Minister of Environment Sigmar Gabriel opened the conference. He stated that the high radioactive waste is about 10% of the total amount of radioactive waste, but 99% of the total radioactivity, that will be accumulated at the year 2040. A total of about 24,000 m3 of high active waste has to be put in a storage place from not later than 2035, because from then the licenses for temporary storage at the nuclear power stations expires.

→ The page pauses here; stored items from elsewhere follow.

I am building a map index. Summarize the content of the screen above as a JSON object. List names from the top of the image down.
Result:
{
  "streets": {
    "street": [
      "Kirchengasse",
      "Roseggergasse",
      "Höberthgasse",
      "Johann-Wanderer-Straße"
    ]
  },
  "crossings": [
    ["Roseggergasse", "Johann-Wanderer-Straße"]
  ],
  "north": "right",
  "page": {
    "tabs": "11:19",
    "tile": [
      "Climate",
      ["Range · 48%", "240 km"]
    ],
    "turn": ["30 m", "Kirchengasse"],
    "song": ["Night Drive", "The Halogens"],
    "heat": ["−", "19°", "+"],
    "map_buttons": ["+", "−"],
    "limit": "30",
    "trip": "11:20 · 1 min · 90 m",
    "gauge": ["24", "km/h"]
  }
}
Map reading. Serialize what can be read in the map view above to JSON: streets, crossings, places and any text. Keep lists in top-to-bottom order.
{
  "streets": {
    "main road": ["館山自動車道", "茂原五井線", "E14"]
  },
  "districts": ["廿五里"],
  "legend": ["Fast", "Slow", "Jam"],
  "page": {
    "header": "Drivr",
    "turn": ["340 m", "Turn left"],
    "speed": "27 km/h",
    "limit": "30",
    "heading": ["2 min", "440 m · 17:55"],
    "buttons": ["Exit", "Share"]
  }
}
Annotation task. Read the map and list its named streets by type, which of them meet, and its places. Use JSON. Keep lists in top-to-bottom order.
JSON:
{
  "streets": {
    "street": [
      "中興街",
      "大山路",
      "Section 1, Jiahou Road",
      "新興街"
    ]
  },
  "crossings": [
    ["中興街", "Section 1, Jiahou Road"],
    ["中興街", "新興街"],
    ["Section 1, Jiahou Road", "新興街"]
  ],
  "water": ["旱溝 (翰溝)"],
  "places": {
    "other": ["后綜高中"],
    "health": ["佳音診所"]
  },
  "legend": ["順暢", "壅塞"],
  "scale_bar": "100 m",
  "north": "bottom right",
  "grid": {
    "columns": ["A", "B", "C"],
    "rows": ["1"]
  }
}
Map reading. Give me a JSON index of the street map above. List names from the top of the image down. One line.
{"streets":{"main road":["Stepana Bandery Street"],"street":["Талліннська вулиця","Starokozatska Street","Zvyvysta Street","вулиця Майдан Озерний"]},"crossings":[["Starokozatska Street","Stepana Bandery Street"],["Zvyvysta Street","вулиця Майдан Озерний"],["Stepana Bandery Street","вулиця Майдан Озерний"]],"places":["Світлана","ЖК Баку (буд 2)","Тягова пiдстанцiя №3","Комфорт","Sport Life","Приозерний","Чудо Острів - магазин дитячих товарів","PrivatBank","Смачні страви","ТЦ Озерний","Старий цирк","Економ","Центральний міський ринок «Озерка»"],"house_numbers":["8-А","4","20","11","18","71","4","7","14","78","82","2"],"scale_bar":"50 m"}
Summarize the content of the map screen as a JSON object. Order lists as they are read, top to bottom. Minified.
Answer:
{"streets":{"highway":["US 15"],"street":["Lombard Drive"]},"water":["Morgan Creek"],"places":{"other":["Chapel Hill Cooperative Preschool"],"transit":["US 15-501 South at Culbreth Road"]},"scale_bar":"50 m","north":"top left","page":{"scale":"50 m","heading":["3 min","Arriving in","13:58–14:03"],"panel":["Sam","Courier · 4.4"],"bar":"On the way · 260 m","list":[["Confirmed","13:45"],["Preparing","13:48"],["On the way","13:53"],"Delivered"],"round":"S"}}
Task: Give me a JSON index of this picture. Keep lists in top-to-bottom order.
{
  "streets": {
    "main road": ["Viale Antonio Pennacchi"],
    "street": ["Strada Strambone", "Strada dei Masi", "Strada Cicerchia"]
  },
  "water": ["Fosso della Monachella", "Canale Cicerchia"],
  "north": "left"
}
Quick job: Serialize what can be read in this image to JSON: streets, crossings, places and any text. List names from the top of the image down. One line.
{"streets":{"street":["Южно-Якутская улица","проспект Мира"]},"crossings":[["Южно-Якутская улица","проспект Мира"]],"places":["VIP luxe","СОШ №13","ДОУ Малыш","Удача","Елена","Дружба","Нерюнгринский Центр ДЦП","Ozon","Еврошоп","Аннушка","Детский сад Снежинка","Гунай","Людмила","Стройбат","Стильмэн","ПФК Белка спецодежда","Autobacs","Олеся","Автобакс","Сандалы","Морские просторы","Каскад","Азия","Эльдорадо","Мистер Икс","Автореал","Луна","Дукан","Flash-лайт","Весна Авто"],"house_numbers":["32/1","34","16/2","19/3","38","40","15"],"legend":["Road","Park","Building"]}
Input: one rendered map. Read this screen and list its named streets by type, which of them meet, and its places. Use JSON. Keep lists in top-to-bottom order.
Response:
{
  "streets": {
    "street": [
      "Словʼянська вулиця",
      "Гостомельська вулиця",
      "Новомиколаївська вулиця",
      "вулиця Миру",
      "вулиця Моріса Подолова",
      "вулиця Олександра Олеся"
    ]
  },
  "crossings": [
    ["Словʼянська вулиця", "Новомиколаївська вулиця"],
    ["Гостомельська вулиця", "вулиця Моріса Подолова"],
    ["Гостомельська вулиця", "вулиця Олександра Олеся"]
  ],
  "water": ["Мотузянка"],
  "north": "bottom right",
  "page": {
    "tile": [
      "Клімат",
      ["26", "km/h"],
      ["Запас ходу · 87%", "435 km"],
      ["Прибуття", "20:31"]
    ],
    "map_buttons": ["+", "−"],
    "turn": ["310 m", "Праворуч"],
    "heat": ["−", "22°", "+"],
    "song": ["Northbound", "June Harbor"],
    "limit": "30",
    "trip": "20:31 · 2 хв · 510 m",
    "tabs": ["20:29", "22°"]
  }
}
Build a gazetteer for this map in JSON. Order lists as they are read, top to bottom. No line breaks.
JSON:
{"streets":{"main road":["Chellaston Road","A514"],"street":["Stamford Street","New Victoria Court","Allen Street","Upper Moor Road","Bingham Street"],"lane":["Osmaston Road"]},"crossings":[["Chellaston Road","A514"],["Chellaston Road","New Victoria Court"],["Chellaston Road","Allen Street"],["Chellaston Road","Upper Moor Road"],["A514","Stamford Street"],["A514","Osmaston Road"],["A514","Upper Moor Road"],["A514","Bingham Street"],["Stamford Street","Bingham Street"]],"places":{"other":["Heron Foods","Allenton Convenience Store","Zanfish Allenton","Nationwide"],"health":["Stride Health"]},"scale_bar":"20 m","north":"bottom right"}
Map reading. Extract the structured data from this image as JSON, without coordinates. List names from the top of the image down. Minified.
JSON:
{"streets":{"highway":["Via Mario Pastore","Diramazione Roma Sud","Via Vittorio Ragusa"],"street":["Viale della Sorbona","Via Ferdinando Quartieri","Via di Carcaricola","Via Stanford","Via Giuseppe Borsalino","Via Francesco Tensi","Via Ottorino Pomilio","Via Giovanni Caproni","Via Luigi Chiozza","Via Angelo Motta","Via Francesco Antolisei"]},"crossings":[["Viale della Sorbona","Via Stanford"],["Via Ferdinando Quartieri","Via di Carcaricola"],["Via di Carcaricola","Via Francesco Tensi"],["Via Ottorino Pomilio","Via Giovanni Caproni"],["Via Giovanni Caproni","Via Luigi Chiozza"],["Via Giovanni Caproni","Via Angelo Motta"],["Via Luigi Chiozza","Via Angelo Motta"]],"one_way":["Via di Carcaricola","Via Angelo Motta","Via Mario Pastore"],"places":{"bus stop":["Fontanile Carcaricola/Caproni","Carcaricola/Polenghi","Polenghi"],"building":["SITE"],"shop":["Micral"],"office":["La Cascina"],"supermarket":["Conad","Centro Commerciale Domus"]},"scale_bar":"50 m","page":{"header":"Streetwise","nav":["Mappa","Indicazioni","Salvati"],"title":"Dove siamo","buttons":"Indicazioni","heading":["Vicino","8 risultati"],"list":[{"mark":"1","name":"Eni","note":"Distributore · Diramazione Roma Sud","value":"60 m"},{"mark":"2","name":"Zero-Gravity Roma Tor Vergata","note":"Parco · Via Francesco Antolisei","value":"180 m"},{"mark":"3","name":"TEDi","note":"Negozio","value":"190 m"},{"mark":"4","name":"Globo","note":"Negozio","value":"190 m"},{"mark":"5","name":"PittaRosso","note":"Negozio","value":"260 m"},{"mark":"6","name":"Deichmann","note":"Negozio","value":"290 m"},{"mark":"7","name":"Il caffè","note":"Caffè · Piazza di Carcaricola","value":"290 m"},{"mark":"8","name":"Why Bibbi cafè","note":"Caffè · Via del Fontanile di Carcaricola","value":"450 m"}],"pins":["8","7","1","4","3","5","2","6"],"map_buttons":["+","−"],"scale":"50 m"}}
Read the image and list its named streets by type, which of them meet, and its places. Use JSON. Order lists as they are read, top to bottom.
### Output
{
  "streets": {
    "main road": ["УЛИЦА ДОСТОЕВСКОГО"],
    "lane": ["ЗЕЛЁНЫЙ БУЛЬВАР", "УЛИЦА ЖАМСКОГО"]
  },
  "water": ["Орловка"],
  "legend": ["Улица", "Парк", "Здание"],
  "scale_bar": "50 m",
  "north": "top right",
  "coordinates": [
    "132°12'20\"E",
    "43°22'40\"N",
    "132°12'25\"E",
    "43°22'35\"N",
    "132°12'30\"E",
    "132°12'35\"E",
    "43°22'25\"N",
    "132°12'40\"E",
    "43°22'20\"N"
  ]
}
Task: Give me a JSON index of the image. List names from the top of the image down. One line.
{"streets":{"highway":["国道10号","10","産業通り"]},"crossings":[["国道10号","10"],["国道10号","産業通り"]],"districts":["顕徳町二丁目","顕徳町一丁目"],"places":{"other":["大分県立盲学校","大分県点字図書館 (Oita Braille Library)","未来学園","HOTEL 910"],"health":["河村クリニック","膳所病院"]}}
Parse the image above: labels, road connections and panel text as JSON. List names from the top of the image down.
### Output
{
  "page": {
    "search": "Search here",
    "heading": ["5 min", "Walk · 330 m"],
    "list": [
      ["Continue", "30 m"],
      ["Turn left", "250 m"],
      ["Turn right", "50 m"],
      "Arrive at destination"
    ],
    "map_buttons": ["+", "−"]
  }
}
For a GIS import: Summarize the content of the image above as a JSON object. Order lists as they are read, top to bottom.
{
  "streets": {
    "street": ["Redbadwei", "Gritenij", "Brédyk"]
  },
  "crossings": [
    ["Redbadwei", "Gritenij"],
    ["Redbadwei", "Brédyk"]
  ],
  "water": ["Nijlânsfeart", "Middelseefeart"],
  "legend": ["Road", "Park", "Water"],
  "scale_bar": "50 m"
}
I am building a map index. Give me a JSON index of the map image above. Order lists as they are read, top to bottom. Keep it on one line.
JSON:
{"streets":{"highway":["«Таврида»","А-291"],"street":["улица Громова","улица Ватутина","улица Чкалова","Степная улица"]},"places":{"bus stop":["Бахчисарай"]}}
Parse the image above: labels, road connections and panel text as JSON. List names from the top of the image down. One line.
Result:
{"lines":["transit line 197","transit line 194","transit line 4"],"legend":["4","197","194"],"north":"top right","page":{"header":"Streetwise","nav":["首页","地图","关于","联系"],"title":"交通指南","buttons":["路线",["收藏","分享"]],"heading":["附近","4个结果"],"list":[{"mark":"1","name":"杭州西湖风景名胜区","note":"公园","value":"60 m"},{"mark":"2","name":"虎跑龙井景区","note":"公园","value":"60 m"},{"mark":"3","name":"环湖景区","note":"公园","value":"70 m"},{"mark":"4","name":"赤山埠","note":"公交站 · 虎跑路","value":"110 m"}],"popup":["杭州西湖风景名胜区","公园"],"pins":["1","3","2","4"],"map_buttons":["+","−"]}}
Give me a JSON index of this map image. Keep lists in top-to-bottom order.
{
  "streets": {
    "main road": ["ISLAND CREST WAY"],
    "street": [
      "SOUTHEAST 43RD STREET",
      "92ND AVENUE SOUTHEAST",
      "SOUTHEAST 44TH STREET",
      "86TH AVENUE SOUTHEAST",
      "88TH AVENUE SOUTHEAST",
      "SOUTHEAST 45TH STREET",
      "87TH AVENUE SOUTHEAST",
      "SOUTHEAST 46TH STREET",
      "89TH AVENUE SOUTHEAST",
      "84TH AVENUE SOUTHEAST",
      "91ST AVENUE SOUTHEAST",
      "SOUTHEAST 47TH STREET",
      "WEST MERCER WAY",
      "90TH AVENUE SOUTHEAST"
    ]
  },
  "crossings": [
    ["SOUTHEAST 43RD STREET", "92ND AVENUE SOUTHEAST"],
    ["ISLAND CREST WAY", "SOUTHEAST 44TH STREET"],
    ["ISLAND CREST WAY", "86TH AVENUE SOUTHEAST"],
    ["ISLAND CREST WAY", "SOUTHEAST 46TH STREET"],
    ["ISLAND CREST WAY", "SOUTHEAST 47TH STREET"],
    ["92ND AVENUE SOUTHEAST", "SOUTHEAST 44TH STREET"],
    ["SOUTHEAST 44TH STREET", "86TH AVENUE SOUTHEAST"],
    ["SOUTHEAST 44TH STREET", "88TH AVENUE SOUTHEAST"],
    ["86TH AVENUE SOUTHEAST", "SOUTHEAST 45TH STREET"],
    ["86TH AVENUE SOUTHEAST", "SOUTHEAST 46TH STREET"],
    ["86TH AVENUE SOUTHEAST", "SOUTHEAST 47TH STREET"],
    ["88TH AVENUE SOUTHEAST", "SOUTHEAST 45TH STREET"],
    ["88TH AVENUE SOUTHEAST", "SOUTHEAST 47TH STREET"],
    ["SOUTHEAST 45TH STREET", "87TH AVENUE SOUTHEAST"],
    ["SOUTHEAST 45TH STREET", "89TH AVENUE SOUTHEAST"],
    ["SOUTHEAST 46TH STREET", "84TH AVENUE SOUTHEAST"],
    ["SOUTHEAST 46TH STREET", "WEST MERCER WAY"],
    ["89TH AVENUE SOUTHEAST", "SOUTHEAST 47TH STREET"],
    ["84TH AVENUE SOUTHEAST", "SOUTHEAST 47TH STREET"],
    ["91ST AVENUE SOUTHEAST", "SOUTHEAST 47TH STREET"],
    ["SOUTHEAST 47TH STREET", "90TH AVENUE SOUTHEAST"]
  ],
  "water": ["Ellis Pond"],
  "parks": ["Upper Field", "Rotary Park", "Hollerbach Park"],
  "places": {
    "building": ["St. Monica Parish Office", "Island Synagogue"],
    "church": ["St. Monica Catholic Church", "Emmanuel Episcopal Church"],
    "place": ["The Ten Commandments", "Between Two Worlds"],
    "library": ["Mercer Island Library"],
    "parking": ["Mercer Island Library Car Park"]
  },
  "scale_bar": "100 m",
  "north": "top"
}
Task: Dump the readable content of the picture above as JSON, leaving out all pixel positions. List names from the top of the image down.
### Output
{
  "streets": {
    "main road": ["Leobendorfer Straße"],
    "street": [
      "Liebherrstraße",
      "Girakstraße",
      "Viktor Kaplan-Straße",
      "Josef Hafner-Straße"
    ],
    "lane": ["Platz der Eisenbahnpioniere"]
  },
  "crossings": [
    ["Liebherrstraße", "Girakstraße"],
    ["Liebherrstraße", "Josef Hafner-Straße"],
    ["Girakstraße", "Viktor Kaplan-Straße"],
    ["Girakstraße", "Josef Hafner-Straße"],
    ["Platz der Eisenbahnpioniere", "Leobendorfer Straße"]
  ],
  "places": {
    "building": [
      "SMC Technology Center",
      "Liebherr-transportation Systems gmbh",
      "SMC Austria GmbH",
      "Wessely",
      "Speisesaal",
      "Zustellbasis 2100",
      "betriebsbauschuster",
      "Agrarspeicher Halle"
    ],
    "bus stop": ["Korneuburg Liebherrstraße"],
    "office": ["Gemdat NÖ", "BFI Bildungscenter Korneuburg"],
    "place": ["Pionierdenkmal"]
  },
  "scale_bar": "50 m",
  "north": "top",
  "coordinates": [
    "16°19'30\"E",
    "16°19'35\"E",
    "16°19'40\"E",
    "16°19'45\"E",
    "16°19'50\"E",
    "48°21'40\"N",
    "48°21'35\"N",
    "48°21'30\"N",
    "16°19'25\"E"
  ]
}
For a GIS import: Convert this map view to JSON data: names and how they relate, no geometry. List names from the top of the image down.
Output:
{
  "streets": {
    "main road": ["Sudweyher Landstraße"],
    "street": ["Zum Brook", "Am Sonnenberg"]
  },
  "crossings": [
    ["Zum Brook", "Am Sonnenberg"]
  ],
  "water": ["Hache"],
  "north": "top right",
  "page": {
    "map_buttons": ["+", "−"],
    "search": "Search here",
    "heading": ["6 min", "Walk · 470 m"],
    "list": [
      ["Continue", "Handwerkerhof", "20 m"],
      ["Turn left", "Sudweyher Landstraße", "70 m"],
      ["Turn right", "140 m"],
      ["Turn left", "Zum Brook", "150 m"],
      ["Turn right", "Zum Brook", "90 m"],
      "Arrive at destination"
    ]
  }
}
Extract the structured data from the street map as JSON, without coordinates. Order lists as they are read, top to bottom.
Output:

Since 1977 research takes place in and around the salt formation at Gorleben. The choice for Gorleben remains an enigma, relevant data are not made public, stated Anselm Tiggemann who has investigated this matter. In 1976 the federal government named as potential repository sites the salt formations of Wahn, Lutterloh and Lichtenhorst (all of them in Northern Germany). In 1977 the government of Lower Saxony (Niedersachsen) chose for Gorleben. Gabriel remarked on this saying that the other three were judged safer,
Untill 2000, in Gorleben around 1.4 billion euros has been spent for research and construction of part of the the pit dug specifically for the purpose of the storage of the waste. In 2000 the government decided to install a moratorium on further research in Gorleben of a minimum of three years and a maximum of ten years. Meanwhile alternatives should be investigated. But almost nothing has been done in search of an alternative. Proponents of nuclear energy want to go on with Gorleben. Gabriel on this: Suppose that I want to continue with Gorleben as the sole disposal site. What in case the judge forbids the storage? Then there is no underground storage in 2035. The temporary storage sites are then final storage sites, though they are not designed for that. Therefore the minister wants to investigate more locations and then to chose the best one out of these. The choice for Gorleben has been made without involving the community, Gabriel said. The experiences with the salt formation at Asse at which casks with low radioactive waste have been leaking, show that there havent been made adequate safety analyses, he said, That has to be changed now and done better.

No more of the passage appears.